Georg von Holtzbrinck Preis für Wissenschaftsjournalismus 2005

Christina Rühlmann Presse- und Öffentlichkeitsarbeit
Veranstaltungsforum der Verlagsgruppe Georg von Holtzbrinck GmbH

    DR. IRENE MEICHSNER UND RALF KRAUTER SIND PREISTRÄGER DES GEORG VON HOLTZBRINCK PREIS FÜR WISSENSCHAFTSJOURNALISMUS 2005.

    PETER LUSTIG UND ARMIN MAIWALD WERDEN MIT DEM SONDERPREIS 2005 FÜR ERFOLGREICHE WISSENSVERMITTLUNG AN KINDER UND JUGENDLICHE AUSGEZEICHNET.

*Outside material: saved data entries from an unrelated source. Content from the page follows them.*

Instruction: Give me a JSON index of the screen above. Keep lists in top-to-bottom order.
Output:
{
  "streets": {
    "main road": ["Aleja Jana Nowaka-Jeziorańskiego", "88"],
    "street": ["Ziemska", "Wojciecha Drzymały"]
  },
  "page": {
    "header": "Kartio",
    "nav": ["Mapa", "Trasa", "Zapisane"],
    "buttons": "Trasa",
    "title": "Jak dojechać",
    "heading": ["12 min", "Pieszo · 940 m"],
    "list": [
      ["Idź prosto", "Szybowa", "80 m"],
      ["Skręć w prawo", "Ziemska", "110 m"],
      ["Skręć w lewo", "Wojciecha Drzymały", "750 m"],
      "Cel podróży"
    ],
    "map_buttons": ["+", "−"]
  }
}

    Die freien Wissenschaftsjournalisten Dr. Irene Meichsner und Ralf Krauter werden mit dem Georg von Holtzbrinck Preis für Wissenschaftsjournalismus 2005 ausgezeichnet. Der Preis wird in diesem Jahr zum 11. Mal verliehen. Prämiert wird damit die Fähigkeit, komplexe wissenschaftliche Themen besonders anschaulich zu vermitteln, um sie der breiten Öffentlichkeit zugänglich zu machen. Der Preis wird in den Kategorien Print- und Elektronische Medien verliehen und ist mit jeweils
    € 5000,- dotiert.

    Einmalig vergibt die Jury in diesem Jahr einen Sonderpreis 2005 für erfolgreiche Wissensvermittlung an Kinder und Jugendliche. Mit dem Sonderpreis ausgezeichnet werden Peter Lustig, Moderator der Sendung Löwenzahn und Armin Maiwald, Filmproduzent der Sendung mit der Maus.

    Der Jury gehören an:
    Dr. Stefan von Holtzbrinck (Vorsitz), Ulrich Blumenthal, Redaktionsleiter Forschung aktuell, Deutschlandfunk, Dr. Joachim Bublath, Redaktionsleiter der Redaktion Naturwissenschaft und Technik, ZDF, Dr. Metin Colpan, Senior Technology Adviser, Supervisory Board Member, Qiagen GmbH, Minister Professor Dr. Peter Frankenberg, Landesministerium für Wissenschaft, Forschung und Kunst Baden-Württemberg, Prof. Dr. Peter Gruss, Präsident der Max-Planck-Gesellschaft zur Förderung der Wissenschaften e.V., Joachim Müller-Jung, Leiter des Ressorts Natur und Wissenschaft, Frankfurter Allgemeine Zeitung und Andreas Sentker, Leiter Ressort Wissen,
    DIE ZEIT.

    Anlässlich des 150jährigen Jubiläums von "Scientific American", einer der ältesten Wissenschaftszeitschriften der Welt, hat die Verlagsgruppe Georg von Holtzbrinck 1995 den
    GEORG VON HOLTZBRINCK PREIS FÜR WISSENSCHAFTSJOURNALISMUS 2005 ins Leben gerufen. Der Preis wird jährlich vergeben und würdigt herausragende Leistungen auf dem Gebiet des Wissenschaftsjournalismus.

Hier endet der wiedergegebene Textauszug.